▸ Problem to work on: When you transcribe the entries, reproduce every character and exclude the images.

▸ The records:

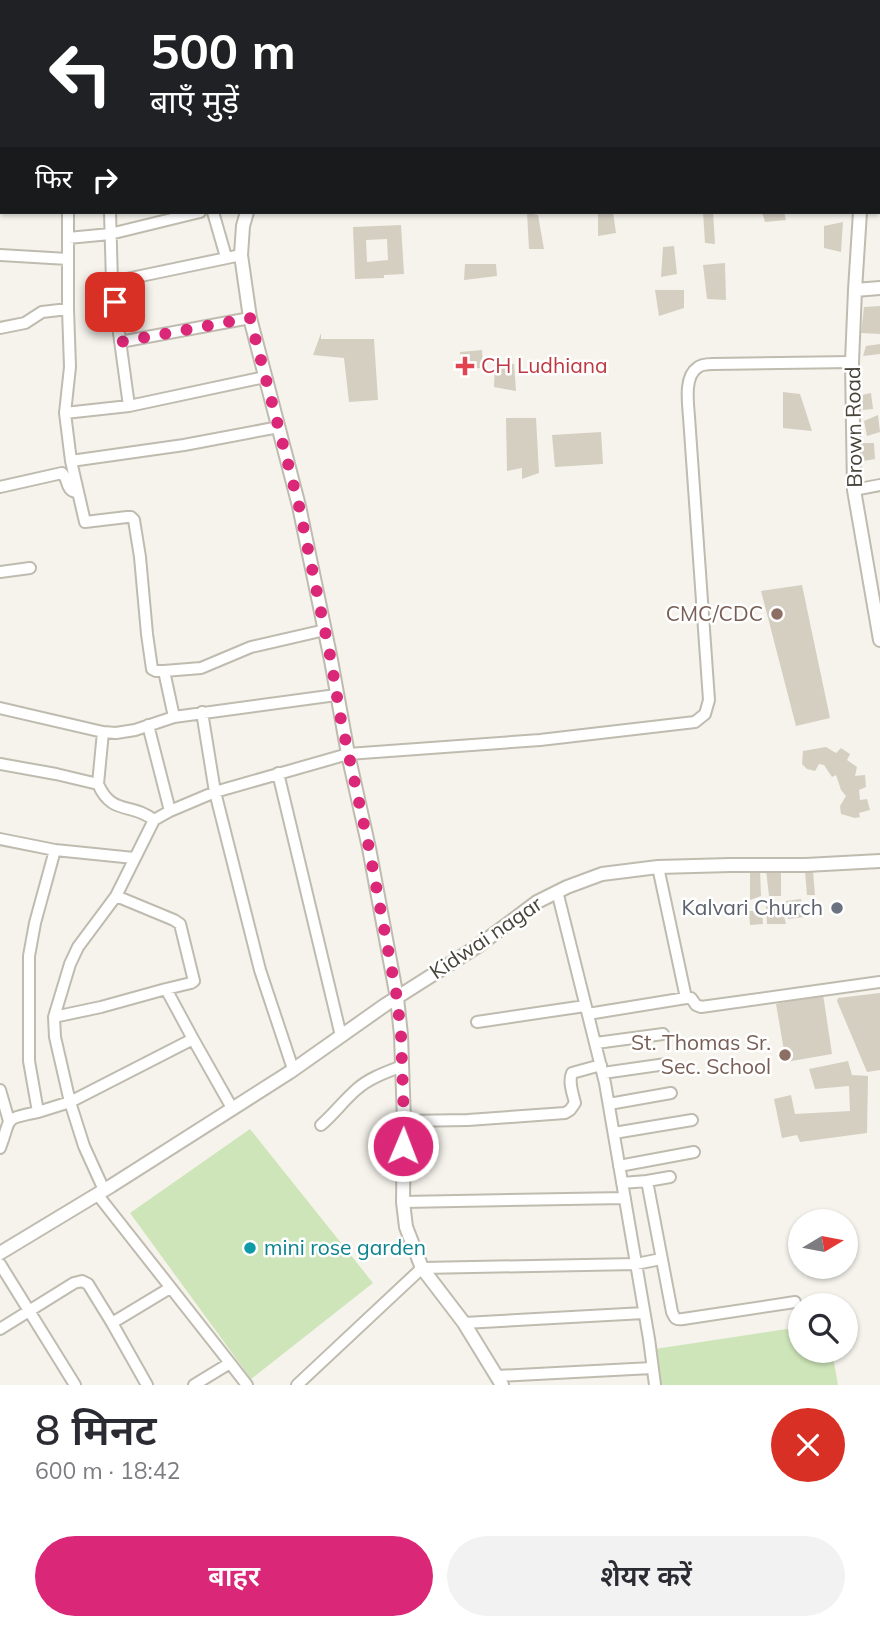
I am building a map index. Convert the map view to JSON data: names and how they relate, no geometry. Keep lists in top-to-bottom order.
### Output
{
  "streets": {
    "street": ["Brown Road", "Kidwai nagar"]
  },
  "places": {
    "health": ["CH Ludhiana"],
    "other": [
      "CMC/CDC",
      "Kalvari Church",
      "St. Thomas Sr. Sec. School",
      "mini rose garden"
    ]
  },
  "north": "right",
  "page": {
    "turn": ["500 m", "बाएँ मुड़ें"],
    "then": "फिर",
    "heading": ["8 मिनट", "600 m · 18:42"],
    "buttons": ["बाहर", "शेयर करें"]
  }
}
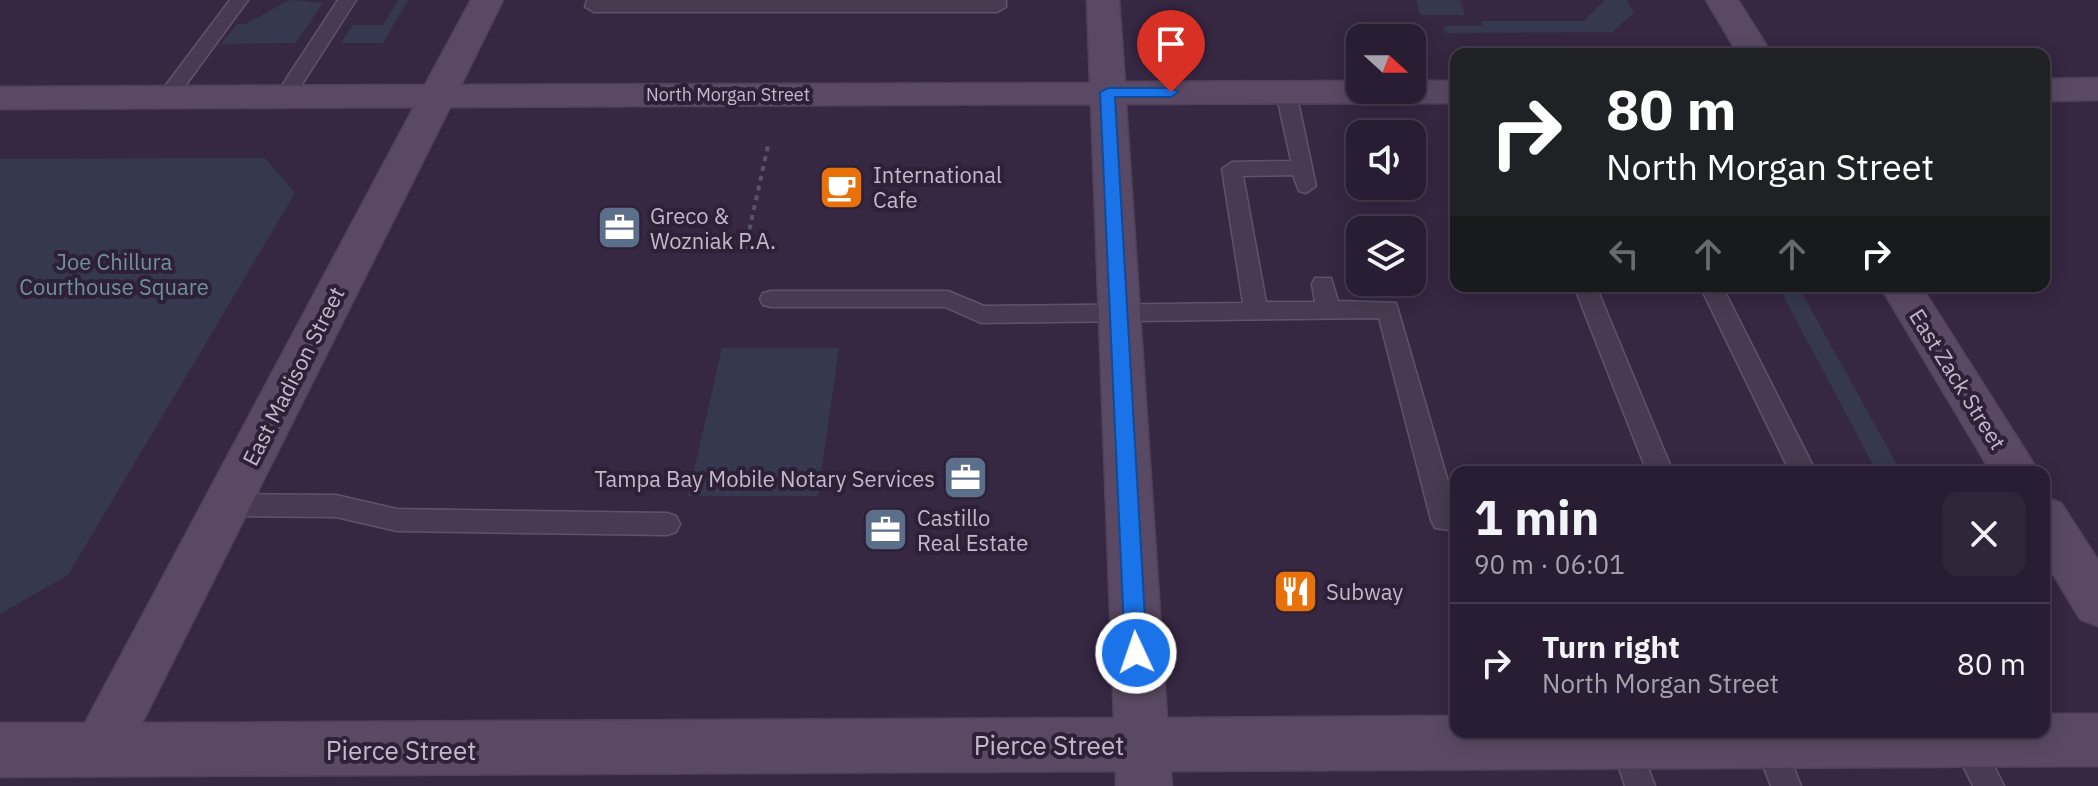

▸ Result of this exercise:
I am building a map index. Convert the map view to JSON data: names and how they relate, no geometry. Keep lists in top-to-bottom order.
### Output
{
  "streets": {
    "street": ["Brown Road", "Kidwai nagar"]
  },
  "places": {
    "health": ["CH Ludhiana"],
    "other": [
      "CMC/CDC",
      "Kalvari Church",
      "St. Thomas Sr. Sec. School",
      "mini rose garden"
    ]
  },
  "north": "right",
  "page": {
    "turn": ["500 m", "बाएँ मुड़ें"],
    "then": "फिर",
    "heading": ["8 मिनट", "600 m · 18:42"],
    "buttons": ["बाहर", "शेयर करें"]
  }
}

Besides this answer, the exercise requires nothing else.